Which lines below include the string "canvas"? Please show each one.
========
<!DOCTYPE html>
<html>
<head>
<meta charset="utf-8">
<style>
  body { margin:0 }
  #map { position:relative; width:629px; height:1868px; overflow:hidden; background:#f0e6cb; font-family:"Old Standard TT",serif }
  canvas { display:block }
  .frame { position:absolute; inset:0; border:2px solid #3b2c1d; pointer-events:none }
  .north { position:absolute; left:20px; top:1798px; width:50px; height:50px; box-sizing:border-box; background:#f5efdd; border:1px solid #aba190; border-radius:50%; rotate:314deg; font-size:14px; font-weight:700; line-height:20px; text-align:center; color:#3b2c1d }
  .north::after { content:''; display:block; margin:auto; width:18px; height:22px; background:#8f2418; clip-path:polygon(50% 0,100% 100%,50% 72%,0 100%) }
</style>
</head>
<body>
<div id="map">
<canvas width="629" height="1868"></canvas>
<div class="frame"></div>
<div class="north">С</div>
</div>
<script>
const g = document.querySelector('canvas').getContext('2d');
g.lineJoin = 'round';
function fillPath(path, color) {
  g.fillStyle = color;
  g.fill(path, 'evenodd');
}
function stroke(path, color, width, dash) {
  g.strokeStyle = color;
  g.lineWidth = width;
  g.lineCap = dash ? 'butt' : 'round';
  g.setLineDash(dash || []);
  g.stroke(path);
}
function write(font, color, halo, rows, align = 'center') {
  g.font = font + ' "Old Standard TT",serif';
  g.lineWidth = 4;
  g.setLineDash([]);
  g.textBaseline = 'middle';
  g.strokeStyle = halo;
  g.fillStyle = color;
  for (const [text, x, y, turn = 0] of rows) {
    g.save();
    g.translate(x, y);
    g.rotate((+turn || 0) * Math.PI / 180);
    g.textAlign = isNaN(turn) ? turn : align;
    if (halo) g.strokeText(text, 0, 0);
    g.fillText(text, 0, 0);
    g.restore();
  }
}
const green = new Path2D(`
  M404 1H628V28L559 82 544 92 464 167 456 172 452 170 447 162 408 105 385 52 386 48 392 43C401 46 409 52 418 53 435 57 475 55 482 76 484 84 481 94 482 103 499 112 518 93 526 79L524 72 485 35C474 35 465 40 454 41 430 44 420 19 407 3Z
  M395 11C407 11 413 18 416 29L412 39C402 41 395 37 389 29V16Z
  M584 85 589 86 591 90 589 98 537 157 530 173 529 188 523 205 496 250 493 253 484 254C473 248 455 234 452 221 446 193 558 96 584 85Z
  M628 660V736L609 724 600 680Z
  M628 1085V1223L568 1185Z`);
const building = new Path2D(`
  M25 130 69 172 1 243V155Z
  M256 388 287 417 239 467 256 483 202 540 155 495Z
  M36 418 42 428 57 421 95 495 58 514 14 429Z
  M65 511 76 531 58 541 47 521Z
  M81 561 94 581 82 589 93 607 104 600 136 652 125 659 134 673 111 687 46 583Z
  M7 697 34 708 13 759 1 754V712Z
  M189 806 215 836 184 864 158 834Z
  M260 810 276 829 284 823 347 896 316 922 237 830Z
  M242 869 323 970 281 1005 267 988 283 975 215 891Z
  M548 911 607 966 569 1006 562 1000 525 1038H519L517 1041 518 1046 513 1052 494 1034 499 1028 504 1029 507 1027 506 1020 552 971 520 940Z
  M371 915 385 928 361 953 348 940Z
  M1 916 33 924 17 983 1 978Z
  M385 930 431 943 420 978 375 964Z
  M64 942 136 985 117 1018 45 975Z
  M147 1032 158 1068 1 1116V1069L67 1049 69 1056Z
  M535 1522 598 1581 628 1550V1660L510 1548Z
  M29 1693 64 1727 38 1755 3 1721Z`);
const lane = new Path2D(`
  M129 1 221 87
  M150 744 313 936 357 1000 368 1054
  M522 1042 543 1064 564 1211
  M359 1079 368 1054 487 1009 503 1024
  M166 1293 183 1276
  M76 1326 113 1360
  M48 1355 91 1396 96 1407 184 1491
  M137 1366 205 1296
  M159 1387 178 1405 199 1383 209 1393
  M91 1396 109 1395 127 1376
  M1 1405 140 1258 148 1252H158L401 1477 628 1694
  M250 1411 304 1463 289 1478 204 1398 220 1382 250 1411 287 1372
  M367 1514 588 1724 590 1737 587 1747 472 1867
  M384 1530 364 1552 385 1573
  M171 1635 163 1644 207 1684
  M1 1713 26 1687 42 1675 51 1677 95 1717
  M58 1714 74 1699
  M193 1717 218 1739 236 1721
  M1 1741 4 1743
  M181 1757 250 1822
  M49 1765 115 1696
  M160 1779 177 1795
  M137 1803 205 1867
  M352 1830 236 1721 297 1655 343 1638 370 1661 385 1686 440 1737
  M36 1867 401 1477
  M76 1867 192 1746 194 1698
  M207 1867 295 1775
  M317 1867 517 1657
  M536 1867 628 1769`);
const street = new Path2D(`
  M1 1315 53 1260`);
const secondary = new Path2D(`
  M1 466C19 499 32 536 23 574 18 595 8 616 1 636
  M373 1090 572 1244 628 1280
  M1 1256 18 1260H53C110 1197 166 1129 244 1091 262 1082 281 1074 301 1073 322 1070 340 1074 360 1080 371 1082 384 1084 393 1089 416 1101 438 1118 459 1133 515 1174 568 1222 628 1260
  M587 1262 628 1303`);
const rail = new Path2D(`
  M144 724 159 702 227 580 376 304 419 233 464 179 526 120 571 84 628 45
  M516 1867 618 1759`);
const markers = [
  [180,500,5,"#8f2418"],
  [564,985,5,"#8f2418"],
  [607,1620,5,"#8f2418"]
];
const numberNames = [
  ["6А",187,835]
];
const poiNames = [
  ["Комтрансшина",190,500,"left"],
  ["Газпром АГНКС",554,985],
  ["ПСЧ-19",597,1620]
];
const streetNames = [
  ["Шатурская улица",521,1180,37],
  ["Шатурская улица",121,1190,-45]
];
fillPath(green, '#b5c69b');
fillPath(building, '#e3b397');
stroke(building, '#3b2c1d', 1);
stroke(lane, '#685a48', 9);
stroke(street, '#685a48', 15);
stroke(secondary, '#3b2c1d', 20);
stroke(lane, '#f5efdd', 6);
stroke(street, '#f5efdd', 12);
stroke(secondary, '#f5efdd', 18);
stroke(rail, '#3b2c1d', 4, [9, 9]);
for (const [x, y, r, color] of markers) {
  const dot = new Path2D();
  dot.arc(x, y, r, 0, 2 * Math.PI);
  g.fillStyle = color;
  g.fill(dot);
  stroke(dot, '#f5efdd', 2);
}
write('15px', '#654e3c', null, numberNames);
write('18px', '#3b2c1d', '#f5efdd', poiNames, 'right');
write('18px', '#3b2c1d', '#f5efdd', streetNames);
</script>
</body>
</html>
========
Output for this exercise.
  canvas { display:block }
<canvas width="629" height="1868"></canvas>
const g = document.querySelector('canvas').getContext('2d');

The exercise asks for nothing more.